Lunedì 1 marzo 2010 (o Anno 16 dell'Era Di Berlusconi), alle ore 19,13 ho terminato la lettura di INFINITE JEST di David Foster Wallace.
E oggi scrivo come se nessuno ascoltasse. Che è la più grossa balla che uno che si possa raccontare, sia che si stia componendo l'Opera-Fondamentale-Che-L'Umanità-Attendeva o che si finisca il Bartezzaghi durante la produzione giornaliera delle feci. Quindi, perlomeno, scrivo per me. Per darmi una pacca sulla spalla prima di riprendere il ciclo di 20 flessioni/pausa/30 flessioni/pausa/ 40 flessioni/svenimento. Se c'è una cosa terribile scrivendo è il pensiero che quello che si scrive è 'banale', che rientra nel fin troppo lungo elenco di produzioni onaniste in cui l'autore parla bellamente dei cazzi propri e lo vuole fare, consapevolmente o inconsapevolmente, in modo 'carino', sprofondando così il povero cristo che lo legge nelle sabbie mobili della noia (avete presente quelle immagini classiche dei Tg quando c'è un disastro ambientale tipo petroliera incastrata al largo di qualche costa e si vedono gli uccelli che sbattono le ali incatramate e/o impetroliate e sembra il moto d'angoscia di uno che grida "Levatemi questa roba di dosso, cazzo, levatela"? Ecco, questo dà l'idea).

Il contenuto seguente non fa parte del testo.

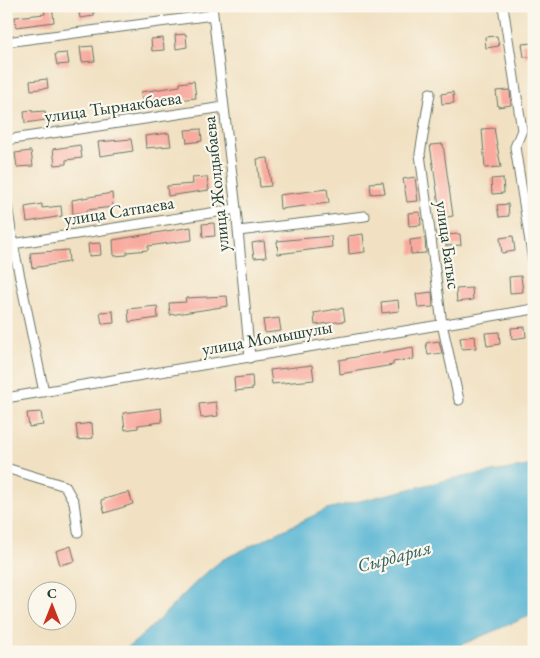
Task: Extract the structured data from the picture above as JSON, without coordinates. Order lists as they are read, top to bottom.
{
  "streets": {
    "street": [
      "улица Тырнакбаева",
      "улица Жолдыбаева",
      "улица Сатпаева",
      "улица Батыс",
      "улица Момышулы"
    ]
  },
  "crossings": [
    ["улица Тырнакбаева", "улица Жолдыбаева"],
    ["улица Жолдыбаева", "улица Сатпаева"],
    ["улица Жолдыбаева", "улица Момышулы"],
    ["улица Батыс", "улица Момышулы"]
  ],
  "water": ["Сырдария"],
  "north": "top"
}
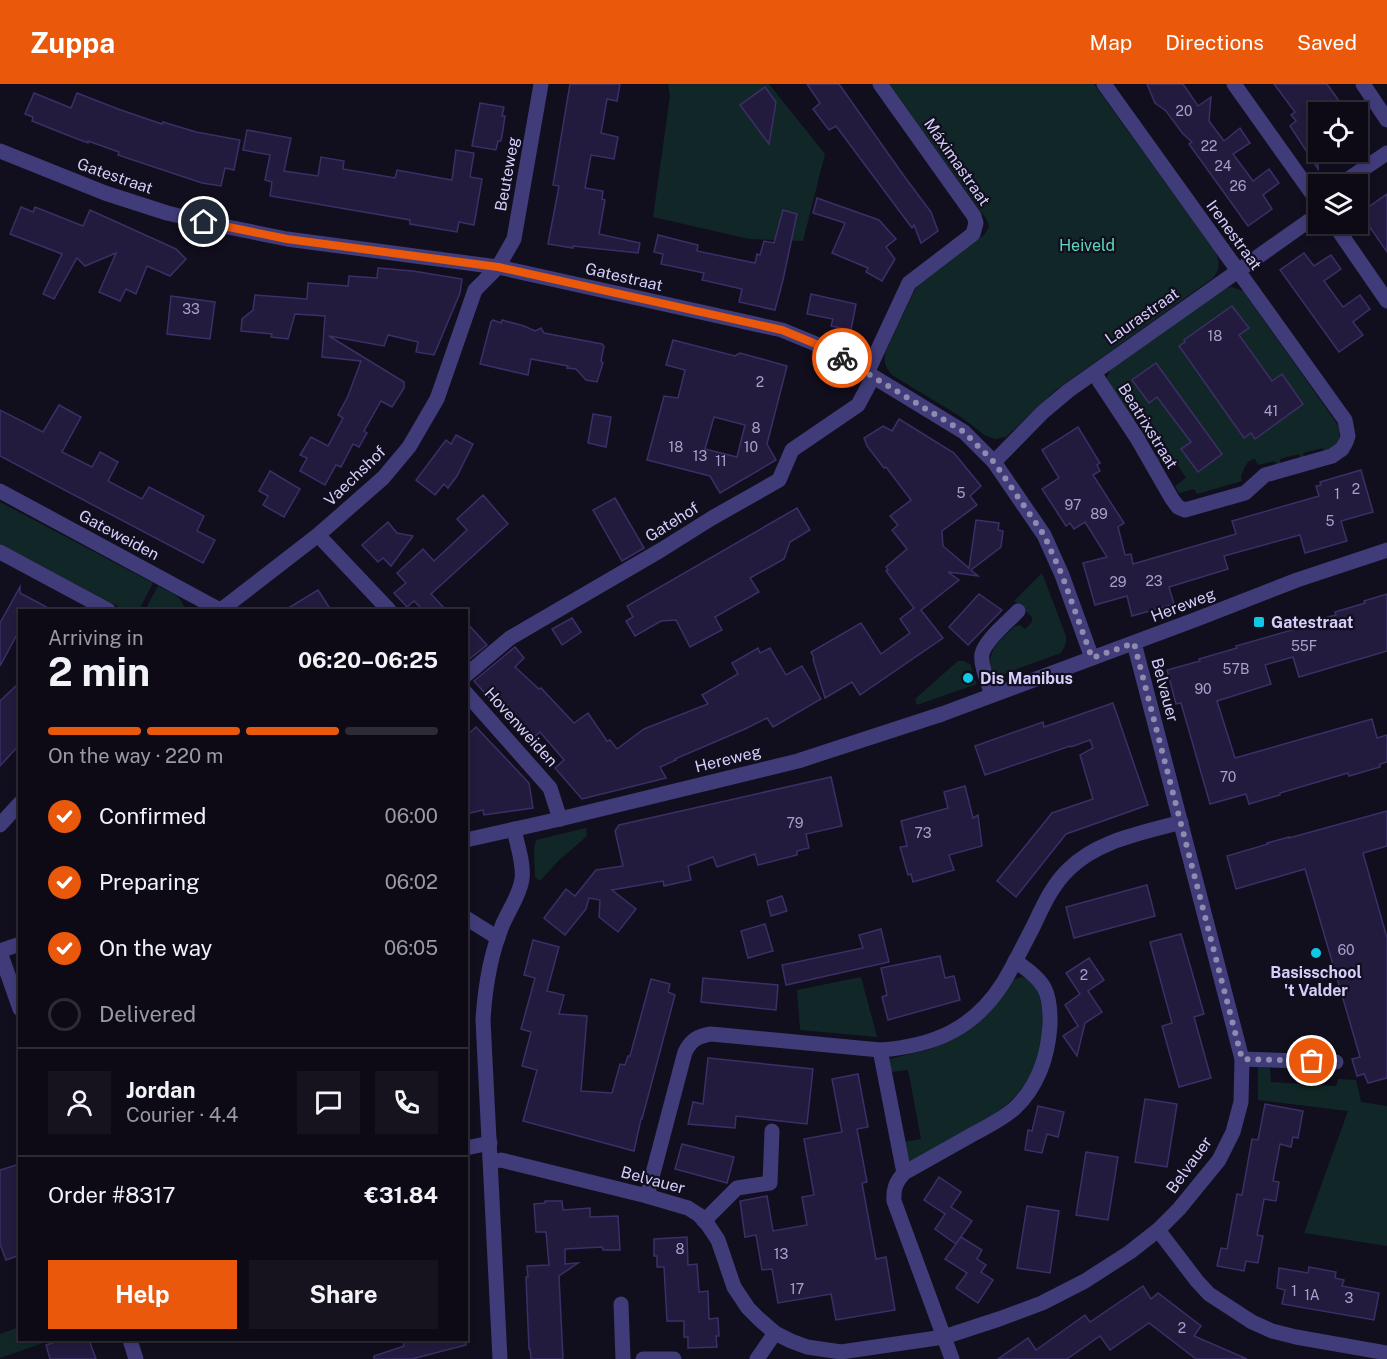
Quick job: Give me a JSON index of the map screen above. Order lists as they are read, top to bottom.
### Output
{
  "streets": {
    "street": [
      "Máximastraat",
      "Beuteweg",
      "Gatestraat",
      "Irenestraat",
      "Laurastraat",
      "Beatrixstraat",
      "Vaechshof",
      "Gatehof",
      "Gateweiden",
      "Hereweg",
      "Belvauer",
      "Hovenweiden"
    ]
  },
  "crossings": [
    ["Máximastraat", "Gatestraat"],
    ["Máximastraat", "Gatehof"],
    ["Beuteweg", "Gatestraat"],
    ["Beuteweg", "Vaechshof"],
    ["Gatestraat", "Laurastraat"],
    ["Gatestraat", "Vaechshof"],
    ["Gatestraat", "Gatehof"],
    ["Gatestraat", "Hereweg"],
    ["Irenestraat", "Laurastraat"],
    ["Irenestraat", "Beatrixstraat"],
    ["Laurastraat", "Beatrixstraat"],
    ["Hereweg", "Belvauer"],
    ["Hereweg", "Hovenweiden"]
  ],
  "parks": ["Heiveld"],
  "places": {
    "transit": ["Gatestraat"],
    "other": ["Dis Manibus", "Basisschool 't Valder"]
  },
  "house_numbers": [
    "20",
    "22",
    "24",
    "26",
    "33",
    "18",
    "2",
    "41",
    "8",
    "18",
    "10",
    "13",
    "11",
    "2",
    "5",
    "1",
    "97",
    "89",
    "5",
    "23",
    "29",
    "55F",
    "57B",
    "90",
    "70",
    "79",
    "73",
    "60",
    "2",
    "8",
    "13",
    "17",
    "1",
    "1A",
    "3",
    "2"
  ],
  "page": {
    "header": "Zuppa",
    "nav": ["Map", "Directions", "Saved"],
    "heading": ["2 min", "Arriving in", "06:20–06:25"],
    "panel": [
      "Jordan",
      "Courier · 4.4",
      "Order #8317",
      "€31.84"
    ],
    "bar": "On the way · 220 m",
    "list": [
      ["Confirmed", "06:00"],
      ["Preparing", "06:02"],
      ["On the way", "06:05"],
      "Delivered"
    ],
    "buttons": ["Help", "Share"]
  }
}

DFW non è mai così. Nei racconti brevi o nei saggi (vi prego, leggete anche solo "Forza, Simba" in "Considera l'aragosta", un reportage del viaggio elettorale di John McCain nelle presidenziali USA del 2000). Anche nella lista della spesa, suppongo. DFW non si specchia in se stesso. Né nei lettori. Non si specchia da nessuna parte. Inizia a scrivere di qualcosa, va in giro, si informa, legge, prova compassione, si incazza, cerca di capire e, alla fine, se ne parte per un pianeta dove l'atmosfera è fatta di pietas e dove ci si nutre di angoscia e amore e dove si digerisce tutto e si defeca in leggerezza. E il bello è che non è il suo pianeta speciale, siamo tutti invitati.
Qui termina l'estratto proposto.